Kim Jong Nam’s Alleged Malaysian Murderers in Defence Phase

SHAH ALAM, Malaysia—Two Southeast Asian women on trial for the brazen assassination of the North Korean leader’s half brother were told to begin their defense Thursday, extending the trial for several more months.

Indonesia’s Siti Aisyah, 25, and Vietnam’s Doan Thi Huong, 29, are accused of smearing VX nerve agent on Kim Jong Nam’s face in an airport terminal in Kuala Lumpur on Feb. 13, 2017. The women have said they thought they were taking part in a prank for a hidden-camera show.

High Court Judge Azmi Ariffin said it can be inferred from evidence presented in court so far that there was a “well-planned conspiracy” between the two women and four North Korean suspects at large to kill Kim “systemically.”

He said he “cannot rule out that this could be a political assassination” but found no concrete evidence of one.

The judge said the prosecution during the six-month trial so far had laid out enough evidence of the women’s guilt for the case against them to proceed.

“I therefore call upon them to enter their defense,” the judge said after reading his ruling for more than two hours.

Indonesian Ambassador Rusdi Kirana told reporters outside court he was shocked by the ruling but his government will abide by it.

The two young Southeast Asian women are the only suspects in custody and face the death penalty if convicted. The four North Korean suspects fled the country the same morning Kim was killed.

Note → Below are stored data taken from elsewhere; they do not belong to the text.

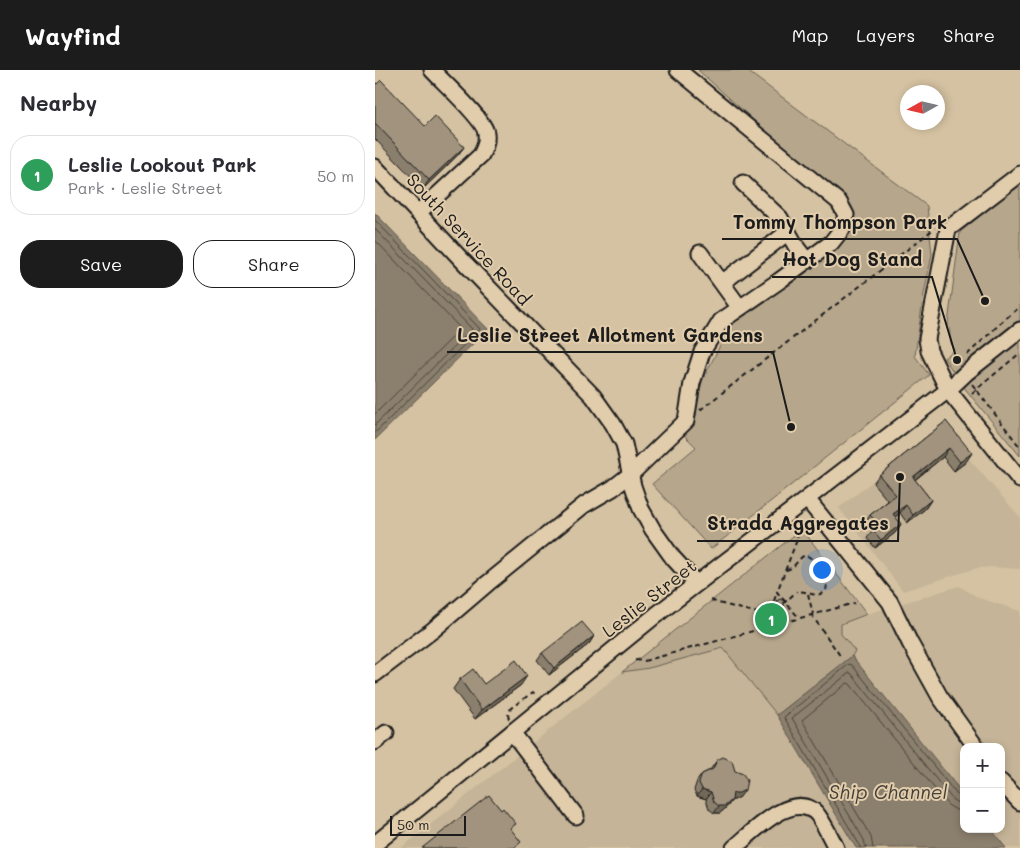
<!DOCTYPE html>
<html lang="en">
<head>
<meta charset="utf-8">
<style>
	:root { --surface:#fff; --page:#f2f2f3; --text:#2b2b33; --muted:#7c7c81; --line:#e1e1e2; --accent:#1c1c1c }
	body { margin:0; font-family:Mali,sans-serif; background:var(--page); color:var(--text) }
	.controls { position:absolute; right:15px; bottom:15px; display:grid; overflow:hidden; border-radius:10px; box-shadow:0 2px 8px #0003 }
	.controls button { width:45px; height:45px; display:grid; place-items:center; padding:0; border:0; border-bottom:1px solid var(--line); background:var(--surface); color:var(--text); font:25px sans-serif }
	.compass { position:absolute; left:525px; top:15px; width:45px; height:45px; border-radius:50%; background:var(--surface); box-shadow:0 2px 8px #0003; rotate:262deg }
	.scale { position:absolute; left:15px; bottom:12px; width:76px; box-sizing:border-box; padding-left:5px; border:2px solid #1c1c1c; border-top:0; font-size:14px; line-height:18px; white-space:nowrap; color:#1c1c1c; -webkit-text-stroke:4px #e1ccab; paint-order:stroke }
	.you { position:absolute; left:446px; top:499px; width:18px; height:18px; margin:-12px; border:4px solid #fff; border-radius:50%; background:#1a73e8; box-shadow:0 0 0 8px #1a73e833 }
	.badge { display:grid; place-items:center; width:32px; height:32px; border-radius:50%; background:var(--accent); color:#fff; font-size:16px; font-weight:700 }
	.pin { position:absolute; translate:-50% -50%; border:2px solid #fff; box-shadow:0 1px 5px #0006 }
	.list { margin:0; padding:0; list-style:none }
	h2 { display:flex; justify-content:space-between; align-items:center; height:65px; margin:0; padding:0 20px; font-size:21px }
	h2 small { font-size:16px; font-weight:400; color:var(--muted) }
	.list li { display:grid; grid-template-columns:32px 1fr auto; gap:15px; align-items:center; box-sizing:border-box; height:80px; margin:0 10px 10px; padding:0 10px; border:1px solid var(--line); border-radius:20px }
	.list b { display:block; font-size:19px; white-space:nowrap }
	.list p { margin:0; font-size:16px; white-space:nowrap; color:var(--muted) }
	.list em { font-size:16px; font-style:normal; color:var(--muted) }
	.actions { display:flex; gap:10px; padding:15px 20px }
	.actions a { flex:1; padding:11px 0; border:1px solid var(--accent); border-radius:20px; text-align:center; font-size:18px; color:var(--accent) }
	.actions .main { background:var(--accent); color:#fff }
	.map { position:relative; flex:none; width:645px; height:778px; overflow:hidden }
	header { display:flex; align-items:center; gap:30px; box-sizing:border-box; height:70px; padding:0 25px; background:var(--accent); color:#fff }
	header strong { font-size:24px }
	nav { display:flex; gap:28px; margin-inline-start:auto; font-size:18px }
	main { display:flex }
	aside { flex:1; background:var(--surface) }
	.map>svg:first-child { display:block }
	.built { fill:#c5b497 }
	.green { fill:#b6a68c; stroke:#696154 }
	.water { fill:#8b7f6d; stroke:#5f574d }
	.lines { fill:none; stroke-linecap:round; stroke-linejoin:round }
	.shore { stroke:#48443c; stroke-width:1 }
	.minor-casing { stroke:#1c1c1c; stroke-width:19 }
	.path { stroke:#1c1c1c; stroke-width:2; stroke-dasharray:5 4; stroke-linecap:butt }
	.minor { stroke:#e1ccab; stroke-width:15 }
	.path-bridge { stroke:#1c1c1c; stroke-width:2; stroke-dasharray:5 4; stroke-linecap:butt }
	.wall { fill:#8a7e6c; stroke:#1c1c1c }
	.shaded-wall { fill:#716758; stroke:#1c1c1c }
	.building { fill:#a1937d; stroke:#1c1c1c }
	.labels { text-anchor:middle; dominant-baseline:central; stroke-width:4; stroke-linejoin:round; paint-order:stroke }
	.street-label { font-size:18px; fill:#1c1c1c; stroke:#e1ccab }
	.water-label { font-size:19px; font-style:italic; fill:#433f38; stroke:#e1ccab }
	.leader { fill:none; stroke:#1c1c1c; stroke-width:2 }
	.callout-dot { fill:#1c1c1c; stroke:#e1ccab; stroke-width:2 }
	.callout-label { font-size:19px; text-anchor:middle; font-weight:bold; fill:#1c1c1c; stroke:#e1ccab; stroke-width:4; stroke-linejoin:round; paint-order:stroke }
</style>
</head>
<body>
<header>
<strong>Wayfind</strong>
<nav><a>Map</a><a>Layers</a><a>Share</a></nav>
</header>
<main>
<aside>
<h2>Nearby<small></small></h2>
<ul class="list">
<li><span class="badge" style="background:#2e9e5b">1</span><div><b>Leslie Lookout Park</b><p>Park · Leslie Street</p></div><em>50 m</em></li>
</ul>
<div class="actions"><a class="main">Save</a><a>Share</a></div>
</aside>
<div class="map">
<svg width="645" height="778" viewBox="0 0 645 778">
	<rect width="100%" height="100%" fill="#d5c2a2"/>
	<filter id="ink" filterUnits="userSpaceOnUse"><feTurbulence type="fractalNoise" baseFrequency=".02" numOctaves="2"/><feDisplacementMap in="SourceGraphic" scale="10" xChannelSelector="R" yChannelSelector="G"/><feConvolveMatrix kernelMatrix="1 2 1 2 8 2 1 2 1" color-interpolation-filters="sRGB"/></filter>
	<g filter="url(#ink)">
		<!-- built -->
		<path class="built" d="M566 357 645 447V499L617 497 602 498 528 521 464 438Z
			M584 516 604 528 645 541V778H631L616 759H626V677H589V725L477 586 480 581 466 564V554L492 544Z
			M348 578 402 645 481 778H26L247 602 274 598Z"/>
		<!-- green -->
		<path class="green" d="M323 0H371L552 136 557 184 548 229 540 286 554 305 336 479 277 414 321 377 308 364 319 350 327 311 356 254 465 176C477 161 478 155 474 136Z
			M645 114V386L587 315 569 288 579 280C574 272 576 262 573 253L585 162Z
			M427 459 492 544 466 554V564L480 581 477 586 402 645 348 578 274 598 247 602Z"/>
		<!-- water -->
		<path class="water" d="M0 143 113 259 0 370Z
			M477 586 589 725V759H616L631 778H481L402 645Z"/>
		<g class="lines">
			<!-- shore -->
			<path class="shore" d="M0 150 105 259 0 363
				M0 159 97 259 0 355
				M0 170 86 259 0 344
				M485 778 484 774 409 647 474 594 477 595 583 726 589 728
				M491 778 489 770 417 648 474 603H476L578 730 583 733 589 734
				M498 778 496 767 427 650 472 613 475 614 573 735 581 740 589 741"/>
			<defs>
				<path id="minor" d="M0 97 86 189 218 326 238 354 249 374 258 416 266 439 278 460 298 488 321 513
					M645 104 573 159 552 269 554 281 573 320 645 410
					M368 113 405 148 422 178 432 191
					M43 143 106 85C110 77 112 72 111 63 109 49 68 12 57 0
					M325 183 365 238
					M347 213 413 162
					M432 429 515 532 535 573 565 627 601 677
					M0 604 58 560 113 513 209 435 238 418 256 404 311 351 317 313 327 282 346 251 404 211 456 173 467 159 471 145 464 132 303 0
					M137 662 201 746
					M0 672 11 663
					M626 712 645 732
					M0 774 281 545 573 320 591 303 645 260
					M359 778C377 763 414 723 439 741 445 745 457 770 461 778"/>
			</defs>
			<!-- minor casing -->
			<use href="#minor" class="minor-casing"/>
			<!-- path -->
			<path class="path" d="M592 285 630 249 645 237
				M597 314 645 377
				M597 323 645 283
				M325 340 560 158
				M421 462 423 467 402 522 424 548
				M411 500C421 498 422 488 431 485L437 489 452 514 451 521C440 530 432 519 421 522
				M433 524 438 544
				M336 530 343 533 387 544 392 556
				M387 544 398 534 402 522
				M436 544 466 587
				M260 590 269 591 480 533
				M134 649 133 645 136 638 158 622 161 626"/>
			<!-- minor -->
			<use href="#minor" class="minor"/>
			<!-- path-bridge -->
			<path class="path-bridge" d="M408 534 421 522"/>
		</g>
		<!-- wall -->
		<path class="wall" d="M0 12 50 56 89 77 82 86 48 119 0 69Z
			M571 351 591 392 579 401 568 387 540 410 556 430 550 439 532 453 525 443 520 447 526 454 520 463 500 478 492 468 497 462 490 453 495 445 513 431 498 413 504 405Z
			M403 530 409 536 407 539 403 540 399 536Z
			M219 566 214 574 174 605 162 590 167 583Z
			M85 609 109 614 146 615 100 649 78 619Z
			M342 690 365 727 359 730H357L352 737 345 743H339L334 739 331 729 322 726 319 720 322 711 327 704 335 700Z"/>
		<!-- shaded-wall -->
		<path class="shaded-wall" d="M89 77 82 86 48 119 54 110Z
			M574 378 568 387 532 416 538 407Z
			M597 383 591 392 579 401 585 392Z
			M556 430 550 439 532 453 538 445Z
			M531 435 525 443 512 453 518 444Z
			M526 454 520 463 500 478 506 470Z
			M219 566 214 574 174 605 179 598Z
			M152 606 146 615 100 649 107 640Z
			M327 719 336 722 331 729 322 726Z
			M370 720 365 727 359 730H353L358 723Z
			M357 730 352 737 345 743H339L344 736Z"/>
		<!-- building -->
		<path class="building" d="M6 10 50 56 60 46 89 77 54 110 0 53V12L2 14Z
			M571 351 597 383 585 392 574 378 538 407 556 430 538 445 531 435 518 444 526 454 506 470 498 460 504 455 495 445 521 425 504 405Z
			M405 529 409 531V536L405 538 401 534 403 530Z
			M207 552 219 566 179 598 167 583Z
			M141 590 152 606 107 640 85 609 98 599 109 614Z
			M348 687 357 691 360 701 368 704 372 710 370 720 364 723H358L357 730 350 736H344L339 732 336 722 327 719 324 713 327 704 338 699 342 690Z
			M114 725 126 740 128 738 141 754 135 758 146 772 139 778H47Z"/>
	</g>
	<g class="labels">
		<!-- street labels -->
		<g class="street-label">
			<text transform="translate(94 169) rotate(47)">South Service Road</text>
			<text transform="translate(274 528) rotate(-38)">Leslie Street</text>
		</g>
		<!-- water labels -->
		<g class="water-label">
			<text x="513" y="721">Ship Channel</text>
		</g>
	</g>
	<!-- callouts -->
	<path class="leader" d="M610 231L582 169H347M582 290L557 207H397M416 357L398 282H72M525 407L523 471H322"/>
	<g class="callout-dot">
		<circle cx="610" cy="231" r="5"/>
		<circle cx="582" cy="290" r="5"/>
		<circle cx="416" cy="357" r="5"/>
		<circle cx="525" cy="407" r="5"/>
	</g>
	<g class="callout-label">
		<text x="465" y="159">Tommy Thompson Park</text>
		<text x="477" y="196">Hot Dog Stand</text>
		<text x="235" y="272">Leslie Street Allotment Gardens</text>
		<text x="423" y="460">Strada Aggregates</text>
	</g>
</svg>
<div class="controls">
<button>+</button>
<button>−</button>
</div>
<svg class="compass" viewBox="-18 -18 36 36"><path d="M0-13l5 13h-10z" fill="#e53935"/><path d="M0 13l5-13h-10z" fill="#7c7c81"/></svg>
<div class="scale">50 m</div>
<div class="you"></div>
<div class="pin badge" style="left:396px;top:549px;background:#2e9e5b">1</div>
</div>
</main>
</body>
</html>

According to the case presented so far, the four men known to Aisyah and Huong only by code names recruited and trained the two women to accost strangers in similar fashion to the day they attacked Kim, and they provided the women with the banned chemical weapon that they smeared on his face.

NTD Photo
Indonesian Siti Aisyah, left, arrives at court for allegedly killing Kim Jong Nam, the North Korean leader Kim Jong Un’s half-brother. (AP Photo/Jeffrey Ong)
NTD Photo
Vietnamese Doan Thi Huong, left, is escorted by police as she arrives at court for allegedly killing Kim Jong Nam, the North Korean leader Kim Jong Un’s half-brother. (AP Photo/Yam G-Jun)

Airport security footage shown in court captured the moment of the attack and prosecutors also said the camera images linked the women to the four male suspects. Shortly after Kim arrived at the airport, Huong was seen approaching him, clasping her hands on his face from behind and then fleeing. Another blurred figure was also seen running away from Kim and a police investigator testified that it was Aisyah.

Kim died within two hours of the attack.

The judge said in his ruling that evidence pointed to a “simultaneous act” by the women to target Kim’s eyes, where the nerve agent would penetrate faster into his bloodstream, and then hurrying to separate bathrooms.

“I have no slightest doubt that their desperate act of rushing to the toilets is to solely decontaminate the poison on their hands,” Azmi said. He said the seemed worried and tense before washing their hands, but relaxed afterward.

Lawyers for the two women have said their clients were pawns in a political assassination with clear links to the North Korean Embassy in Kuala Lumpur.

They say the prosecution failed to show the two women had any intention to kill — key to establishing the women are guilty of murder.

But the judge said their intention to kill can be inferred from deliberately targeting Kim’s eyes.

“The onus is on the accused to explain their conduct,” he added.

The defense has argued the real culprits are the four North Korean suspects and have pointed to an embassy employee who helped arrange their travel as evidence of embassy involvement.

Malaysian officials have never officially accused North Korea and have made it clear they don’t want the trial politicized.

Kim, the eldest son in the family that has ruled North Korea since its founding, had been living abroad for years after falling out of favor. It is thought he could have been seen as a threat to North Korean leader Kim Jong Un’s rule.